CRiSP + Motif (no dtrace) Saturday, 15 August 2009  
I am taking a short rest from dtrace - its been doing my head in (ustack / dwarf; see previous postings).

Am on holiday from next weekend for a couple of weeks, and I want to do something more rewarding, so am switching back to CRiSP for a while to kick some tyres.

First up is more finer control of file auditing - you can tell CRiSP to keep track of files you edit in an audit trail; useful for those times when you forgot where you placed a file.

I've fixed some other customer reports.

I keep on staring at ribbon bars, and before I fully tackle this (theres some pre-alpha code in CRiSP to do this, but its not ready for primetime), I am revisiting the Motif factor. CRiSP is built on Motif and over the years, it has driven me insane. In recent weeks I have fixed some uninitialised memory refs in Motif which could cause core dumps, but I have always had a goal to remove it totally. Many of the widgets are native Xt widgets, and the few remaining just require a bit of debugging to get rid of it totally - thus making the code more supportable, and ready for other things. (And freeing up a fair amount of memory).

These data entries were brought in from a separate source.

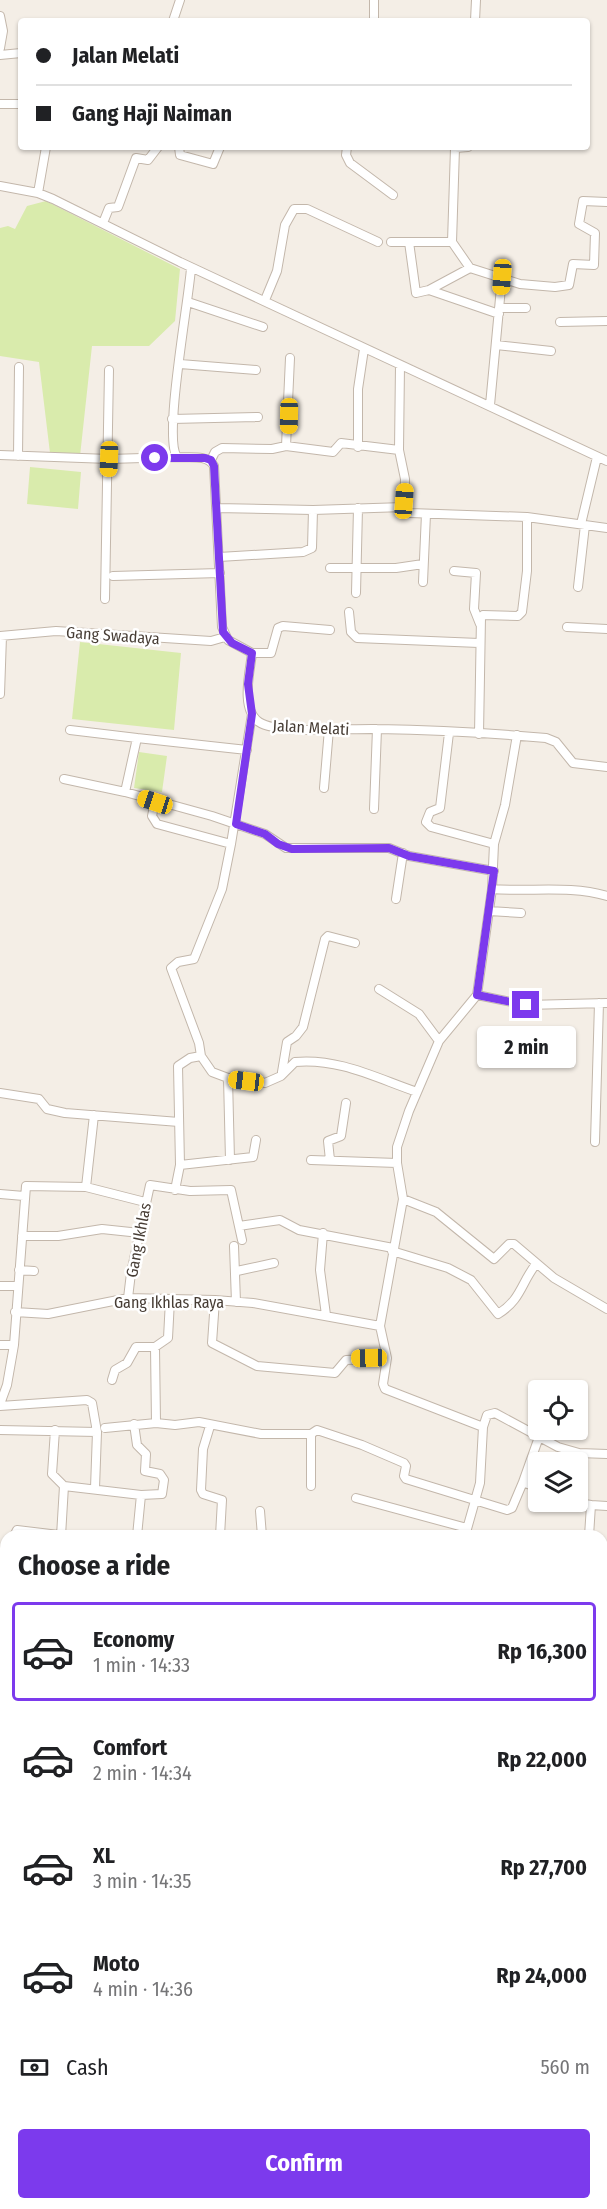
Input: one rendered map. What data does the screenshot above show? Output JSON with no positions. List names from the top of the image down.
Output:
{
  "streets": {
    "street": [
      "Gang Swadaya",
      "Jalan Melati",
      "Gang Ikhlas",
      "Gang Ikhlas Raya"
    ]
  },
  "crossings": [
    ["Gang Ikhlas", "Gang Ikhlas Raya"]
  ],
  "page": {
    "banner": ["Jalan Melati", "Gang Haji Naiman"],
    "bubble": "2 min",
    "heading": "Choose a ride",
    "list": [
      {
        "name": "Economy",
        "note": "1 min · 14:33",
        "value": "Rp 16,300"
      },
      {
        "name": "Comfort",
        "note": "2 min · 14:34",
        "value": "Rp 22,000"
      },
      {
        "name": "XL",
        "note": "3 min · 14:35",
        "value": "Rp 27,700"
      },
      {
        "name": "Moto",
        "note": "4 min · 14:36",
        "value": "Rp 24,000"
      }
    ],
    "pay": ["Cash", "560 m"],
    "buttons": "Confirm"
  }
}
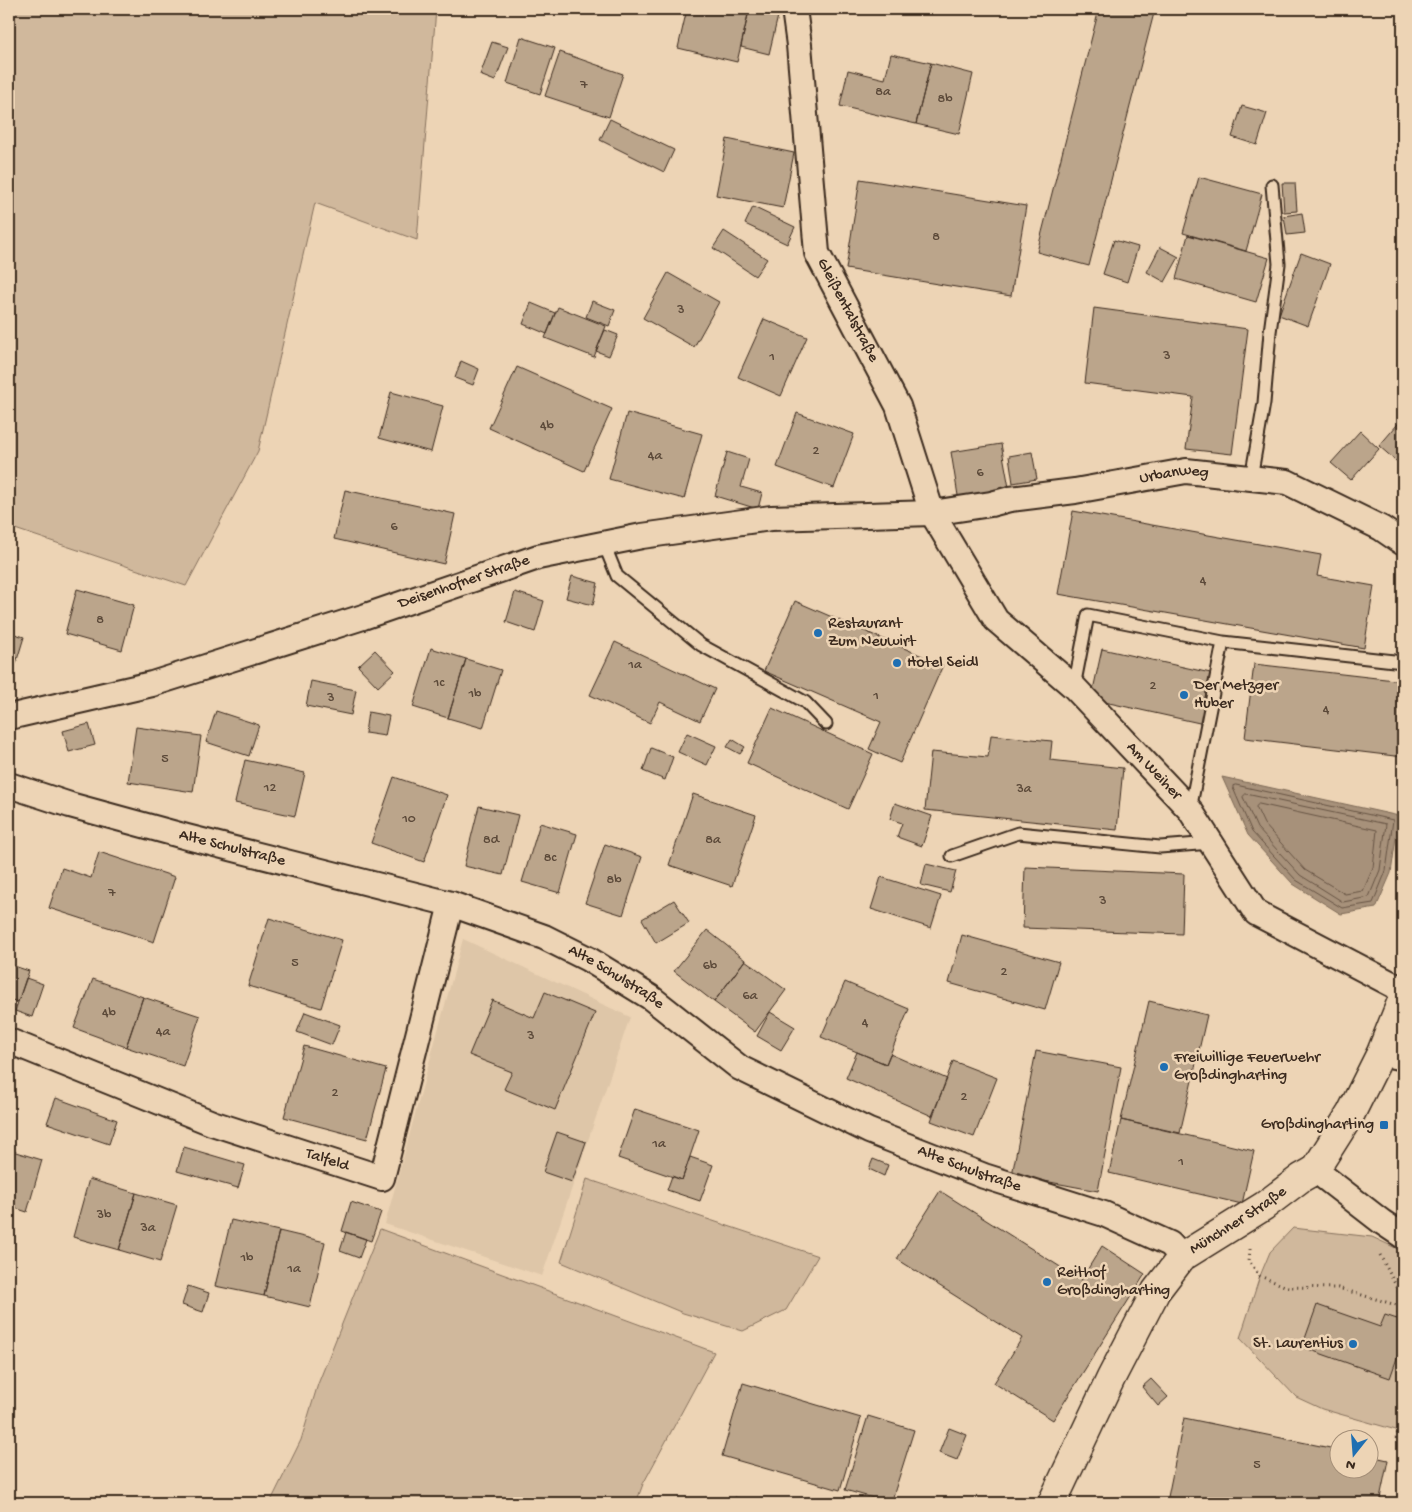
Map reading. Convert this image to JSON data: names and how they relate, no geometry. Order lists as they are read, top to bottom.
{
  "streets": {
    "street": [
      "Gleißentalstraße",
      "Urbanweg",
      "Deisenhofner Straße",
      "Am Weiher",
      "Alte Schulstraße",
      "Talfeld",
      "Münchner Straße"
    ]
  },
  "crossings": [
    ["Gleißentalstraße", "Urbanweg"],
    ["Gleißentalstraße", "Deisenhofner Straße"],
    ["Gleißentalstraße", "Am Weiher"],
    ["Urbanweg", "Deisenhofner Straße"],
    ["Urbanweg", "Am Weiher"],
    ["Deisenhofner Straße", "Am Weiher"],
    ["Alte Schulstraße", "Talfeld"],
    ["Alte Schulstraße", "Münchner Straße"]
  ],
  "places": {
    "other": [
      "Restaurant Zum Neuwirt",
      "Hotel Seidl",
      "Der Metzger Huber",
      "Freiwillige Feuerwehr Großdingharting",
      "Reithof Großdingharting",
      "St. Laurentius"
    ],
    "transit": ["Großdingharting"]
  },
  "house_numbers": [
    "7",
    "8a",
    "8b",
    "8",
    "3",
    "3",
    "1",
    "4b",
    "2",
    "4a",
    "6",
    "6",
    "4",
    "8",
    "1a",
    "1c",
    "2",
    "1b",
    "1",
    "3",
    "4",
    "5",
    "12",
    "3a",
    "10",
    "8d",
    "8a",
    "8c",
    "8b",
    "7",
    "3",
    "5",
    "6b",
    "2",
    "6a",
    "4b",
    "4",
    "4a",
    "3",
    "2",
    "2",
    "1a",
    "1",
    "3b",
    "3a",
    "1b",
    "1a",
    "5"
  ],
  "north": "bottom"
}
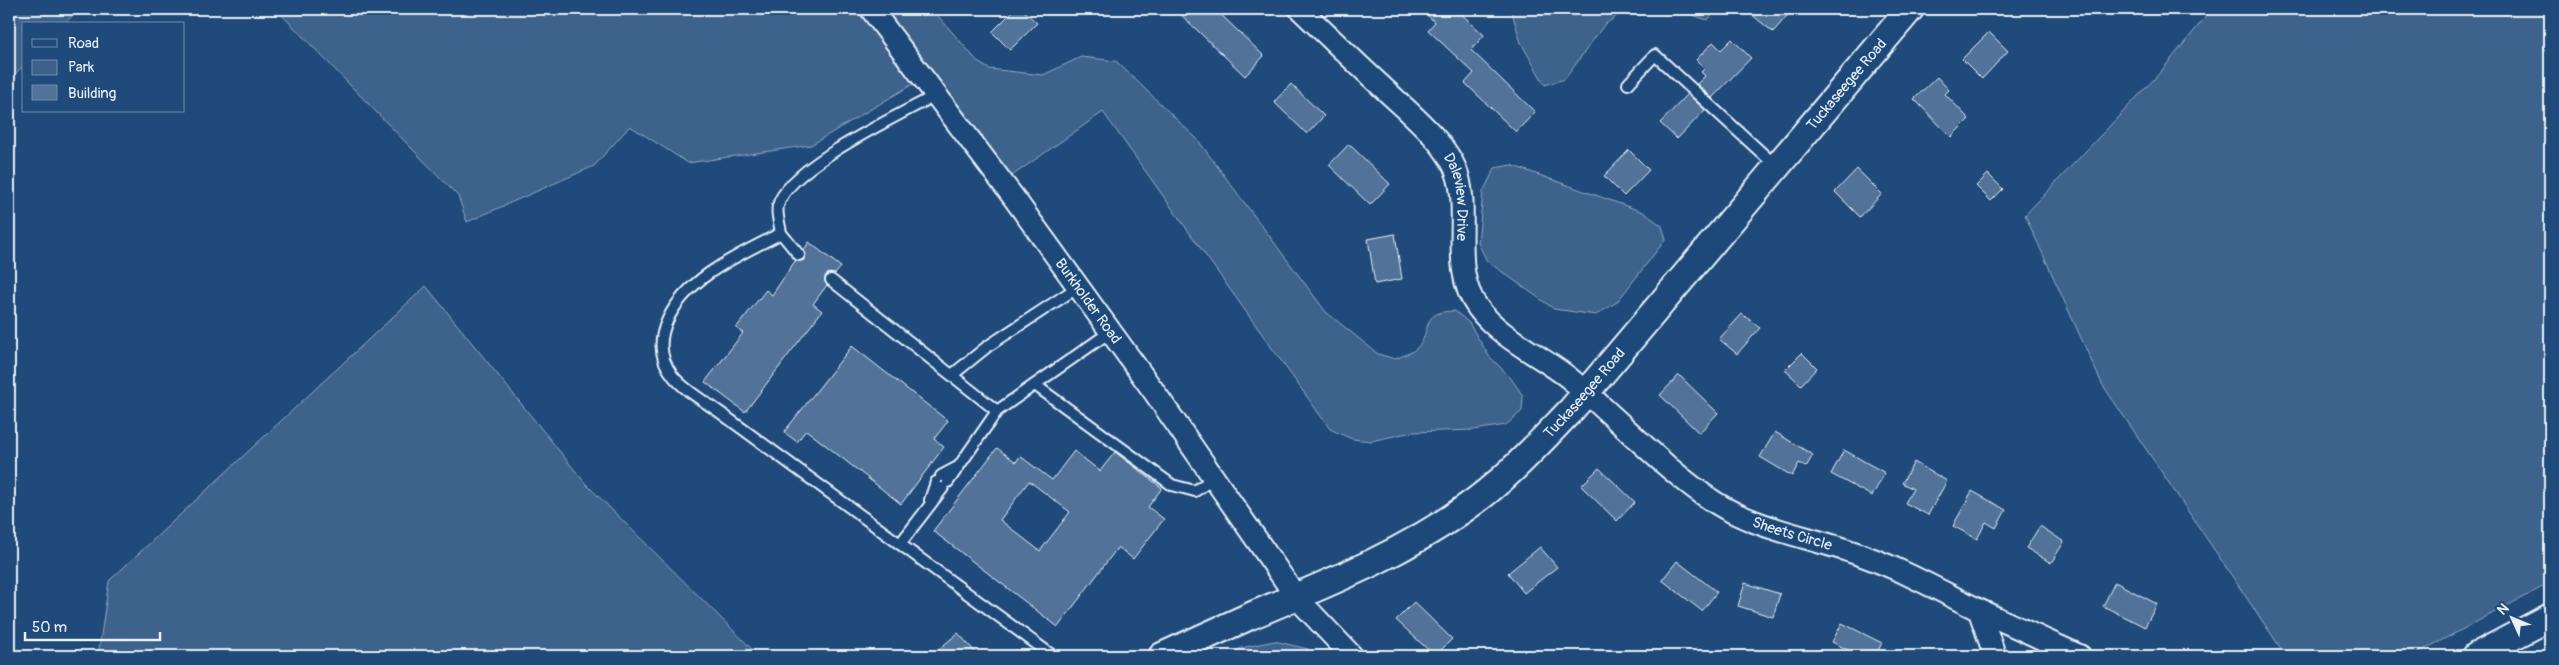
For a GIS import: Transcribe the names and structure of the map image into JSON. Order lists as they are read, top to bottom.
{
  "streets": {
    "street": [
      "Tuckaseegee Road",
      "Daleview Drive",
      "Burkholder Road",
      "Sheets Circle"
    ]
  },
  "crossings": [
    ["Tuckaseegee Road", "Daleview Drive"],
    ["Tuckaseegee Road", "Burkholder Road"],
    ["Tuckaseegee Road", "Sheets Circle"],
    ["Daleview Drive", "Sheets Circle"]
  ],
  "legend": ["Road", "Park", "Building"],
  "scale_bar": "50 m",
  "north": "top left"
}
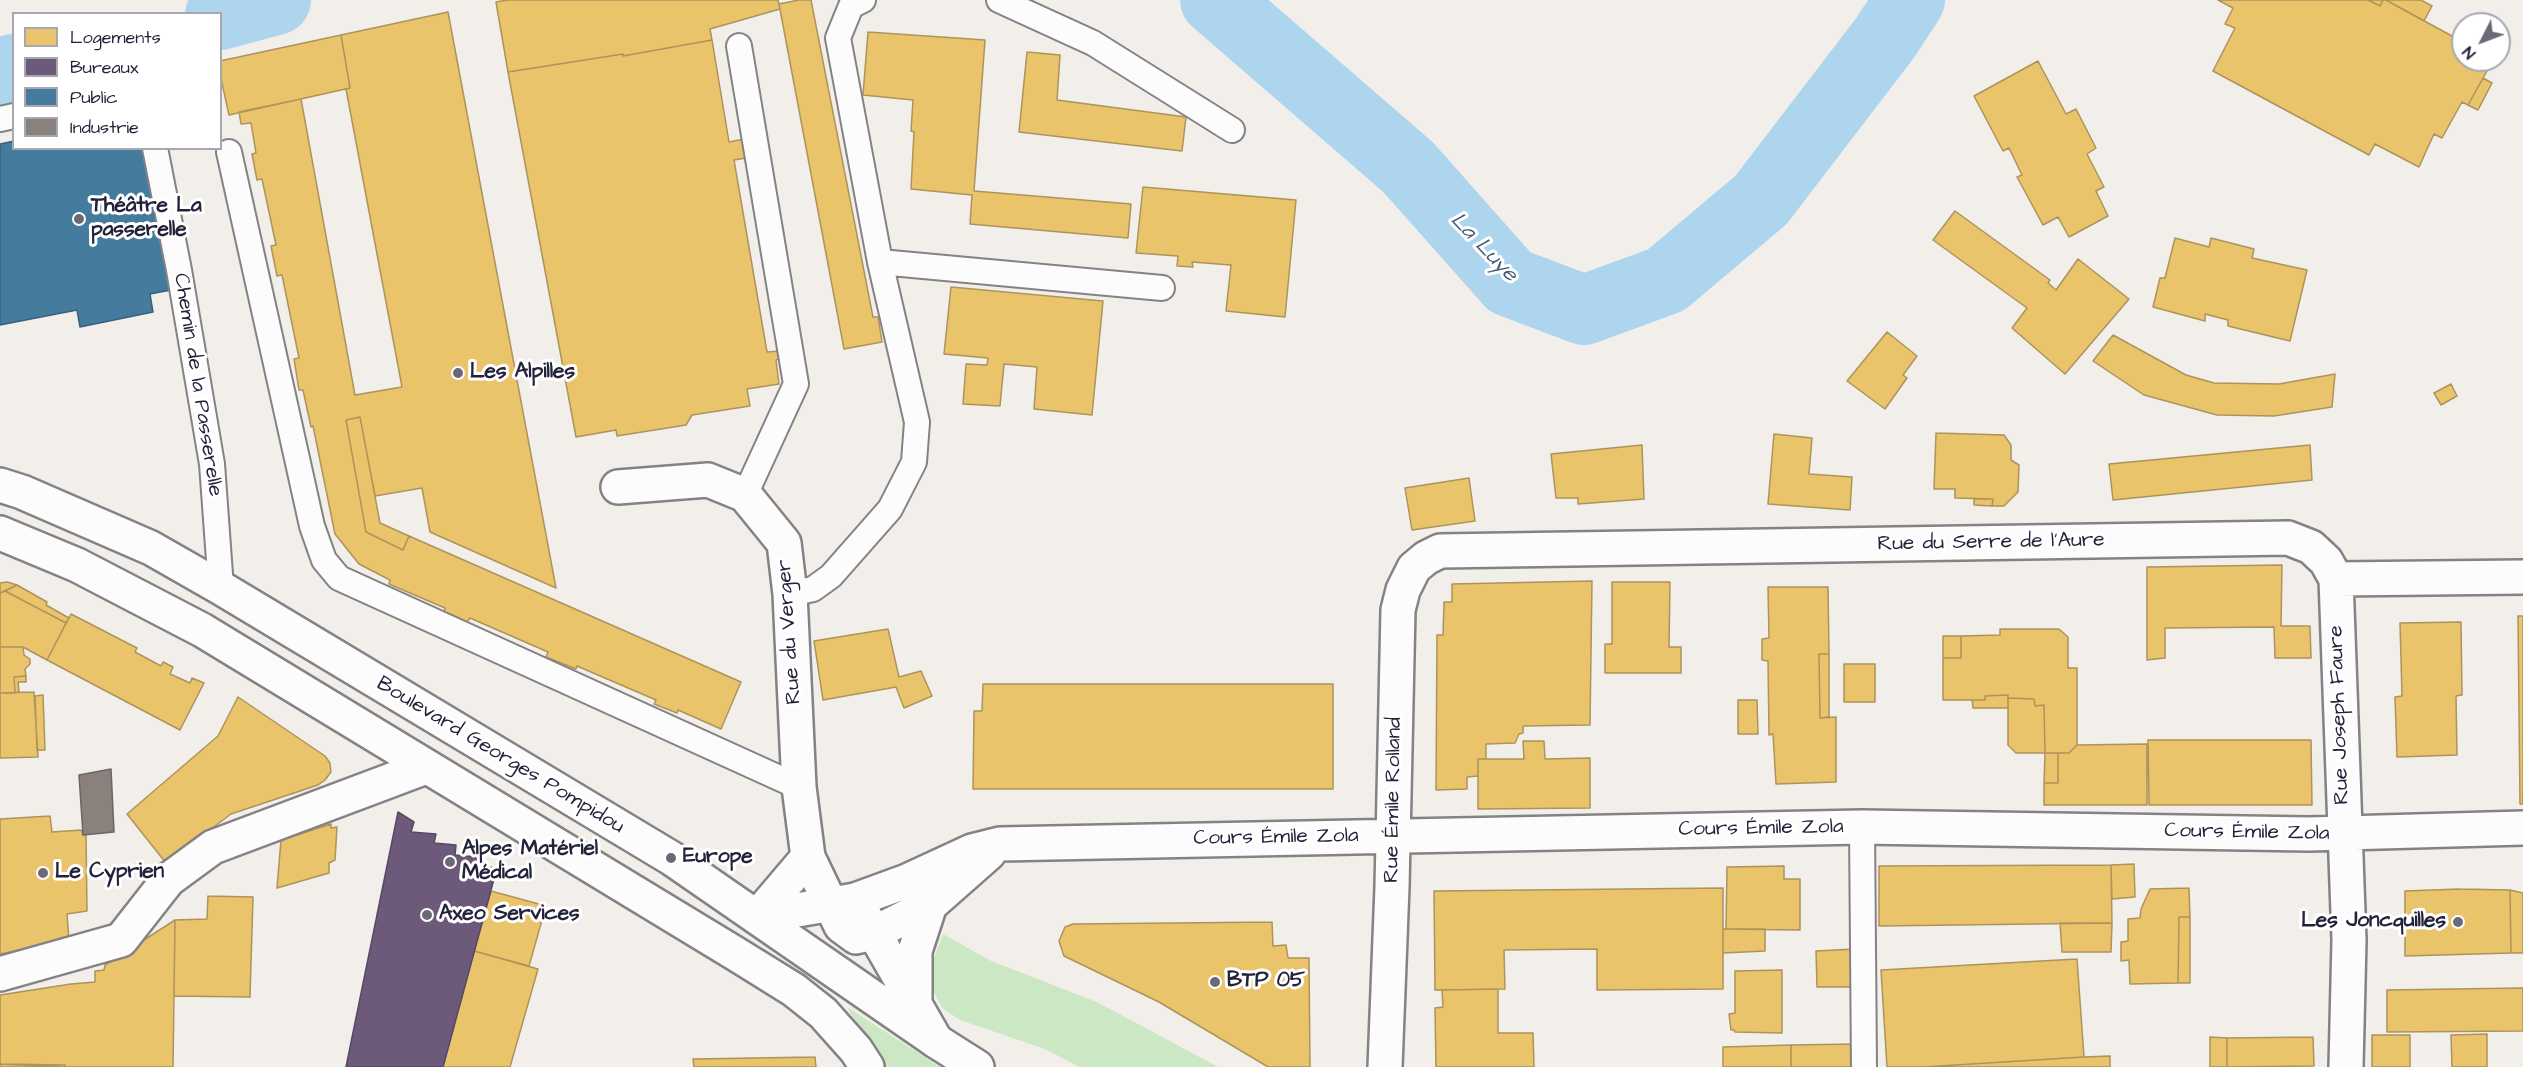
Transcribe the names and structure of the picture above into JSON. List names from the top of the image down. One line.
{"streets":{"street":["Rue du Serre de l'Aure","Rue du Verger","Rue Joseph Faure","Boulevard Georges Pompidou","Rue Émile Rolland","Cours Émile Zola"],"lane":["Chemin de la Passerelle"]},"crossings":[["Chemin de la Passerelle","Boulevard Georges Pompidou"],["Rue du Serre de l'Aure","Rue Joseph Faure"],["Rue du Serre de l'Aure","Rue Émile Rolland"],["Rue du Verger","Cours Émile Zola"],["Rue Joseph Faure","Cours Émile Zola"],["Boulevard Georges Pompidou","Cours Émile Zola"],["Rue Émile Rolland","Cours Émile Zola"]],"water":["La Luye"],"places":["Théâtre La passerelle","Les Alpilles","Europe","Alpes Matériel Médical","Le Cyprien","Axeo Services","Les Joncquilles","BTP 05"],"legend":["Logements","Bureaux","Public","Industrie"],"north":"bottom left"}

CRiSP has some theming support and in getting rid of Motif, it will be easier to complete that, and finally make menu items to have icons in them.

People have also asked for freetype font support (which exists in CRiSP in a semi undocumented fashion). So, if the Motif removal goes well, then freetype can be made available to most of the widgets.


Posted at 18:43:24 by Paul Fox | Permalink
  Painful dwarf Sunday, 09 August 2009  
Progress is slow, but positive. Ive spent the last week or two trying to find the user stack and the PC. Its easy to get the user stack, but the PC proved elusive, but I have a hack to find it.

Why?

Imagine the SYSCALL instruction fires. This is a special instruction in the amd/x86 cpus which moves from user mode to system mode, *without* pushing the return address on the stack. The Linux kernel, immediately after the transition (entry_64.S) puts the user space SP into the thread task area, but the PC is hiding. On entry to the kernel side of a syscall, it is in the RCX register, but by the time we hit a probe, e.g. sys_open(), we are miles away and the pt_regs array isnt accurate. At the point of probe, we force a breakpoint trap (luckily, only our code executes at this point, so we dont have to consider nested interrupts and blowing the state areas in the thread stack).

What makes this tricky is getting everything to work at once - anything even slightly wrong just gives bogus results -- stack traces which are not accurate or totally missing.

I am better now - I seem to get the first two stack frames, but the third one is elusive (I am either miscomputing the dwarf frame info or misapplying the result to find the next frame; for a third frame, its frustrating since we have gone thru the same looped code twice, so why the third is problematic is not clear).

The code so far is fairly horrid, with lots of experiments in their, and no 32-bit version yet done. My biggest fear is if any of this is subtly dependent on kernel releases (I think it is not), so that would be one weight off my chest.

(Kernel releases are subtly different in syscall/interrupt handling, and also structure layout for the user/process/thread, but I dont think we care too much, yet).


Posted at 00:16:25 by Paul Fox | Permalink
  slow dwarf Wednesday, 05 August 2009  
Been busy doing some CRiSP updates over last few days, so backed off a little on dtrace, but trying to get back into the dwarf issues.

Alas, the current Windows CRiSP release has black arrows on the scrollbars... to be fixed this weekend. Nuts.

I am trying to get this to parse properly:

$ build/dwarf /lib/libpthread.so.0
....
CIE length=00000014
  Version:              01
  Augmentation:         "zRS"
  Code alignment factor: 1
  Data alignment factor: -8
  Return address reg:    0x10
  Augmentation Length:   len=0x01 1b
R encoding 1b (kernel)

2c38 FDE len=7c cie=001c pc=e0ff..e109 tpc=ffffffffffffffff 0000: dwarf.c: unsupported DW entry 0xf 12

I am working thru the various opcodes, being able to parse, but no guarantee the semantics are correct (thats the next phase).

libpthread.so.0 is where the open64 syscall is located when I do my ustack() test against the perl interpreter.

In theory the parsing shouldnt matter, as in the kernel, we skip over blocks of the dwarf instructions to find the matching block, but it helps me to relax a little and better understand this stuff so I can tackle why some SYSCALL instruction blocks arent being handled properly.

People are sending me bug reports on 2.6.30.* kernels (fixed an issue with 2.6.30.4, but now theres a 2.6.30.5 - I cannot keep up with these releases and the gratuitous kernel code changes on each release!). So, just trying to stay above water, but progress is slow.


Posted at 23:43:51 by Paul Fox | Permalink
  mail problems Tuesday, 04 August 2009  
for reasons i dont fully understand, some of my mail is not getting out. my mail macros and bits/pieces are breaking in some areas and i hadnt realised things were not getting out.

If you see no response from me, then this could be the issue - just remail me; if you see dup emails from me, its me attempting to fix the issue.


Posted at 20:44:37 by Paul Fox | Permalink
  dtrace linux status - the dwarfs Saturday, 01 August 2009  
I've been slowly getting the DWARF stack dumper to work. It works for some system calls/probes but not for others. At issue appears to be accuracy in the dwarf.c code - looking at the gdb source for stack walking is interesting as it highlights a number of issues, including trampolines and exception stacks.

A particular issue I am having at present is the sys_open syscall. gdb can show a stack trace but my kernel code cannot find the appropriate dwarf frames mirroring where we came from. So I need to put in more effort to work through the use case scenarios.


Posted at 13:11:54 by Paul Fox | Permalink